A utilidade e atualidade do Mito da Caverna
A parábola platônica é um dos textos mais debatidos e conhecidos pela humanidade e se apresenta como uma ferramenta conceitual para explicar e diferenciar o senso comum de senso crítico. Seguido os ensinamentos de Sócrates, Platão indica que para atingir o mundo verdadeiro, o indivíduo deve exercitar o pensamento crítico e racional, transcendendo os limites dos sentidos básicos.

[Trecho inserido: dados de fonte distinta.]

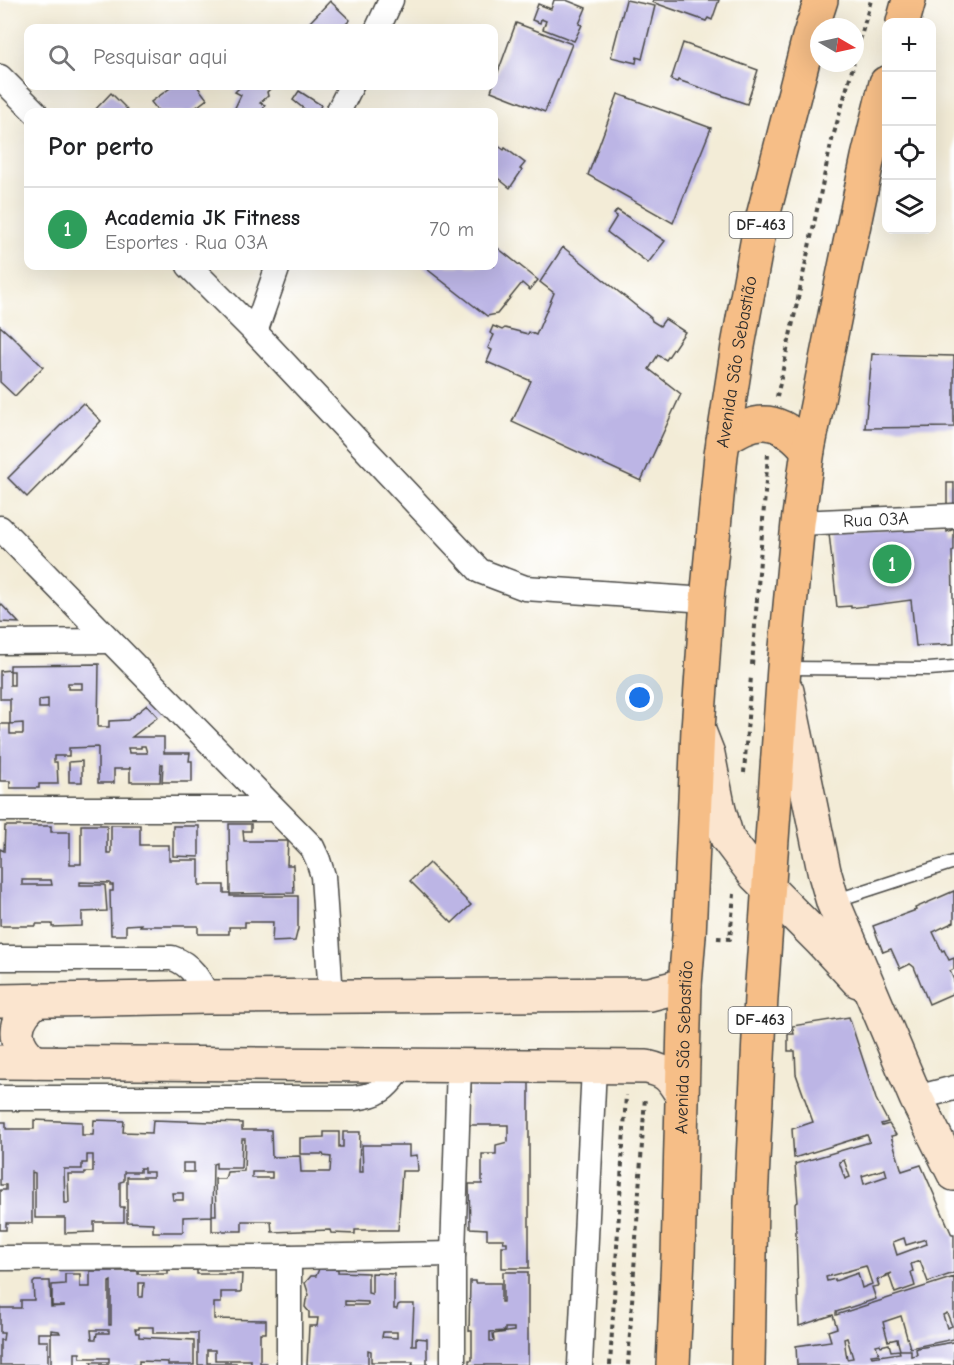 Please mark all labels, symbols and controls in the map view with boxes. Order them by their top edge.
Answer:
north arrow [810,18,864,72]
map controls [882,18,936,234]
button: + [882,18,936,72]
search box [24,24,498,90]
icon: search [45,41,78,74]
text: Pesquisar aqui [93,44,228,70]
button: − [882,72,936,126]
button: locate [882,126,936,180]
text: Por perto [48,132,154,162]
button: layers [882,180,936,234]
text: Academia JK Fitness [105,205,300,231]
road number: DF-463 [730,212,792,238]
text: 1 [64,218,71,241]
text: 70 m [429,218,474,241]
text: Esportes · Rua 03A [105,231,268,254]
street label: Avenida São Sebastião [712,274,761,449]
street label: Rua 03A [843,508,909,531]
pin: 1 [872,542,912,586]
your location [625,683,654,712]
street label: Avenida São Sebastião [671,960,697,1134]
road number: DF-463 [728,1007,792,1033]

De acordo com essa história, as pessoas que vivem em uma grande caverna, estão presas por correntes, que as forçam a estar fixadas com a olhar para as paredes em que estão projetadas as sombras.
Durante suas vidas, esporadicamente, algumas pessoas buscam se libertar das correntes, que aprisionam, restringem o conhecimento e o comportamento, ao mundo projetado por outros. Esses prisioneiros que se libertam, atingindo o conhecimento perfeito, compartilham as informações e experiências que existem para além do mundo projetado por outros, correm o risco de serem etiquetados como perigosos e criminosos. Para evitar que as ideias perfeitas se disseminem, as pessoas que se libertam e compartilham a verdade devem ser condenadas, a exemplo do que aconteceu com Sócrates, que foi morto, para evitar a disseminação de ideias revolucionárias. Desse modo, as pessoas tendem a ficar presas na caverna, com ideias preestabelecidas, sem buscar um sentido racional, evitando os perigos advindos da reflexão, preferindo o conforto e a segurança das informações que lhe foram oferecidas (comercializadas), por outras pessoas.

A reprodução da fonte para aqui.